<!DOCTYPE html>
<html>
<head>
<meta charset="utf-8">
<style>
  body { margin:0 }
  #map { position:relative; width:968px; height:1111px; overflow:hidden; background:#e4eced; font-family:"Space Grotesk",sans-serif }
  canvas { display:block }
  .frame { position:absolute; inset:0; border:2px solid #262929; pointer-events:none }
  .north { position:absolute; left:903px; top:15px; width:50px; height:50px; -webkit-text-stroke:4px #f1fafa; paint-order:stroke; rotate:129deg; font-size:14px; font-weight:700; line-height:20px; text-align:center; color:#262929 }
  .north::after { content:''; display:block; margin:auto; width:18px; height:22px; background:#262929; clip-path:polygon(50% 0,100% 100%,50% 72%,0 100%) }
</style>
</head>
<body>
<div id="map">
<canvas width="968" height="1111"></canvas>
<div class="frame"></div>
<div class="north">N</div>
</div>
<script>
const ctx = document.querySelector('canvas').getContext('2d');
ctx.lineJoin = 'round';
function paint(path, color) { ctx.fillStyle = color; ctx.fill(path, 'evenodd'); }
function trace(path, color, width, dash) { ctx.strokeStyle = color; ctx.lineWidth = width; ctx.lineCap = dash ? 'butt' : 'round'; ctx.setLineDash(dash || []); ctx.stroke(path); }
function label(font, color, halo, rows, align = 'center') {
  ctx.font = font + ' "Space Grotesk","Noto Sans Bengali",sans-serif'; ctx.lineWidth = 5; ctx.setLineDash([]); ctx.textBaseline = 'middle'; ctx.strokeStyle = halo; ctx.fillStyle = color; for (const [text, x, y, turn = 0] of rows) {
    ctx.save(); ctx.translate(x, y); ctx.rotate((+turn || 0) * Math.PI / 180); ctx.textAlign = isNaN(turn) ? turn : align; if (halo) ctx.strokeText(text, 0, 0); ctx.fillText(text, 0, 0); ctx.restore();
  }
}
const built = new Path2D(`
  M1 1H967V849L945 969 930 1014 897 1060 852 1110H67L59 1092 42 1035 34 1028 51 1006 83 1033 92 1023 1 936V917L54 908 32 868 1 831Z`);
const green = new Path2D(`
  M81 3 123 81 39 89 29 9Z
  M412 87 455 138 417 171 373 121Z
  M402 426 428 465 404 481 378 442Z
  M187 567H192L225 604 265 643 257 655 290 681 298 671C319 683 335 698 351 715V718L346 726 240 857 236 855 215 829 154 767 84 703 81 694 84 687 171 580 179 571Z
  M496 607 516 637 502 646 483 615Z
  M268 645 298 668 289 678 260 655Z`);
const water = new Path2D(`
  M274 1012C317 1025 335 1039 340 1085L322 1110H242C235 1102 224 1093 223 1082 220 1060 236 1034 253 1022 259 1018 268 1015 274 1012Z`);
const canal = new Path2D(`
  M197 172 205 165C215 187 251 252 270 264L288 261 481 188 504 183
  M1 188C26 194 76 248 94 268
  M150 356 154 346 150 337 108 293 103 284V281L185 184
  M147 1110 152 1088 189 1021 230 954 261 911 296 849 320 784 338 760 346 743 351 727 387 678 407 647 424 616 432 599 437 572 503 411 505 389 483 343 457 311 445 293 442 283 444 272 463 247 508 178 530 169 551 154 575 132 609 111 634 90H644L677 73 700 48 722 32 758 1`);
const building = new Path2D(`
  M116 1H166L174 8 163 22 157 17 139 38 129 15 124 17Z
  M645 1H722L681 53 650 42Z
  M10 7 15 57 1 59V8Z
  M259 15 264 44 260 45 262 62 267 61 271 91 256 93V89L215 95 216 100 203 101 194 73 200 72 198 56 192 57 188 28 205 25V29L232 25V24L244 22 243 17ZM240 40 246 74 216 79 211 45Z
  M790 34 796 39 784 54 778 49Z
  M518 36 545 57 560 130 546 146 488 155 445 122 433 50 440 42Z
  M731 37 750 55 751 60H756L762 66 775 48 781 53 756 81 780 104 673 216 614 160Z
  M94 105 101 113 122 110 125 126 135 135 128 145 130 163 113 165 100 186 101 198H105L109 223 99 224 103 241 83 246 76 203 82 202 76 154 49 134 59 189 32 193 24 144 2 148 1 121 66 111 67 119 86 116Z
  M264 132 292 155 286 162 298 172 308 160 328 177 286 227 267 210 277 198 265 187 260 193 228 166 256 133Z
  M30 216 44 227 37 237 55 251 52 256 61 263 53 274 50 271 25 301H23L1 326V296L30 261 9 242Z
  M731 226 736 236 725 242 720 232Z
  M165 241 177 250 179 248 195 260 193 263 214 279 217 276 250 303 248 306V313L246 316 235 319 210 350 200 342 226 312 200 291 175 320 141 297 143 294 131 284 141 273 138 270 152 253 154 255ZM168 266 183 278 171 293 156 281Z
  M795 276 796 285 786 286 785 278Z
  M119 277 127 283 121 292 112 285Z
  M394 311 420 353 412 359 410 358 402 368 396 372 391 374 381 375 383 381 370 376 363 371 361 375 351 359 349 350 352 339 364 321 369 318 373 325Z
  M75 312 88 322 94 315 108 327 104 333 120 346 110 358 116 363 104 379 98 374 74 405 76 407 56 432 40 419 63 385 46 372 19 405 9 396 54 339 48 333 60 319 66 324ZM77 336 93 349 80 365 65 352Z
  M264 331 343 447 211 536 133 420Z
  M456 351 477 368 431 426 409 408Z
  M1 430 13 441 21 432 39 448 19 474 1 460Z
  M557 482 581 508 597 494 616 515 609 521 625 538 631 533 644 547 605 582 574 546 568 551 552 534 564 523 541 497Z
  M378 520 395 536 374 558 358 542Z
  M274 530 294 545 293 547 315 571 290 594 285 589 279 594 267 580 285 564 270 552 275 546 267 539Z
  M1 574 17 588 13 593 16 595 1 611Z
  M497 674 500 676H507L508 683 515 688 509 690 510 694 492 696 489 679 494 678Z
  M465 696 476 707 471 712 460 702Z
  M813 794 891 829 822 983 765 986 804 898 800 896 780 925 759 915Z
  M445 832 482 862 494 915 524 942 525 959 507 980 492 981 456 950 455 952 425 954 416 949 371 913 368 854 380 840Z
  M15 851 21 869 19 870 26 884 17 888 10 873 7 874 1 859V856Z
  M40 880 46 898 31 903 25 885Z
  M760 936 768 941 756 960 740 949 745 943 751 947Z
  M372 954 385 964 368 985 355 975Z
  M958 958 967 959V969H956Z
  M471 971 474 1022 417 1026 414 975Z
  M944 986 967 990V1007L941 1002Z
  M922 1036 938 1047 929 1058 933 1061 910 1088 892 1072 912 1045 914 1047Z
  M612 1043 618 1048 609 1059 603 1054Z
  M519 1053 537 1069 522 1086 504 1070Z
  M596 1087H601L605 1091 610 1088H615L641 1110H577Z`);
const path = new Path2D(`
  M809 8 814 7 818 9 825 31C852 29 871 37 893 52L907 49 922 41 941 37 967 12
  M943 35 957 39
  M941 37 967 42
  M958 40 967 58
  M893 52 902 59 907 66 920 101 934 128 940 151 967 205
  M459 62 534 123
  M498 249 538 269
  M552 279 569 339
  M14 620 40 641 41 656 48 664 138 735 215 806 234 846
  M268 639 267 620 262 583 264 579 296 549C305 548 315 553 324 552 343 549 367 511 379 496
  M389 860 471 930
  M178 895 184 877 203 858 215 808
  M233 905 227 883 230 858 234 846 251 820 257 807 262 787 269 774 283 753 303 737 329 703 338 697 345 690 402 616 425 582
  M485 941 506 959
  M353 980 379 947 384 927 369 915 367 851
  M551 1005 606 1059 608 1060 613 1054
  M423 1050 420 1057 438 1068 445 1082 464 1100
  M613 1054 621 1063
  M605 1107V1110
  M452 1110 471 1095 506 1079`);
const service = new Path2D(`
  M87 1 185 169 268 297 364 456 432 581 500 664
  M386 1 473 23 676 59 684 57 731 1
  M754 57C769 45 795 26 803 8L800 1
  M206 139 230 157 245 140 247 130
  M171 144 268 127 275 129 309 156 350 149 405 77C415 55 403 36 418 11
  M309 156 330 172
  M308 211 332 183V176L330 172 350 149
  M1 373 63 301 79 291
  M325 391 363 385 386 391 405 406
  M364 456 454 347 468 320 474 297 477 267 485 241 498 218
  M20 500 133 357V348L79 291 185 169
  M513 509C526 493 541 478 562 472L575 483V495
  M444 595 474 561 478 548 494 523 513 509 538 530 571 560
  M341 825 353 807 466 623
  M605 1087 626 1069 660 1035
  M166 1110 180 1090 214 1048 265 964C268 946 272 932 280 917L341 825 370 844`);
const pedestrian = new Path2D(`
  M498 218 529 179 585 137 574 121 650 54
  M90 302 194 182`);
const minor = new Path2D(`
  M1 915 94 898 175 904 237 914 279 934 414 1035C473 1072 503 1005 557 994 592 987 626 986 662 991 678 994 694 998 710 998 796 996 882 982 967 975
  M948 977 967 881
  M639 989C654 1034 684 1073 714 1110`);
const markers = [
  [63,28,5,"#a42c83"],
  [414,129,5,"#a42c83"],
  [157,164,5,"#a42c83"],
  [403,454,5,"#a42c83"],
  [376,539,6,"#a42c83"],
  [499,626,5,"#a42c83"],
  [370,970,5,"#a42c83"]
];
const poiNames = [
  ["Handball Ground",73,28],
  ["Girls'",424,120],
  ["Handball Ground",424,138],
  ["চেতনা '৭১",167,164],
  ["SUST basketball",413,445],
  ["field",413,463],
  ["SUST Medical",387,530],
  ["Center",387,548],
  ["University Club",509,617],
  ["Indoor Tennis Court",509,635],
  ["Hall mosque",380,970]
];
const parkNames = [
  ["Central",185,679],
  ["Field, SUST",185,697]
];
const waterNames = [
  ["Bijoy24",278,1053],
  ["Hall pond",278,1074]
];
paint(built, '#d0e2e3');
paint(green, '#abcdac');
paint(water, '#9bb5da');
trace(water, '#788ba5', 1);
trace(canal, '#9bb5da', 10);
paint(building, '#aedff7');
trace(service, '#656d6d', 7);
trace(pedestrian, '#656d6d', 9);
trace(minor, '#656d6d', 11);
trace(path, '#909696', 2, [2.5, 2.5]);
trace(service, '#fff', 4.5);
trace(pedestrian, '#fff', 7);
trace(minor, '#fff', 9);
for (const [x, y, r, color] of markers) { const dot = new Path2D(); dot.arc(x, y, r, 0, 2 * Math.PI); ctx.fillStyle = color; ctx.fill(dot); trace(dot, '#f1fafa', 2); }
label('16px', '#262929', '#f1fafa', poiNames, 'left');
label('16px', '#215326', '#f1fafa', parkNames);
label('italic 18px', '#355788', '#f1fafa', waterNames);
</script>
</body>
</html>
○ ○ ○ ○ ○ ○ ○
Aim of the exercise ▸ After locating the line with "ctx.save(); ctx.translate(x, y);" in the material above, return it and each line after it exactly, ending at the line with "const built = new".

Your response ▸
    ctx.save(); ctx.translate(x, y); ctx.rotate((+turn || 0) * Math.PI / 180); ctx.textAlign = isNaN(turn) ? turn : align; if (halo) ctx.strokeText(text, 0, 0); ctx.fillText(text, 0, 0); ctx.restore();
  }
}
const built = new Path2D(`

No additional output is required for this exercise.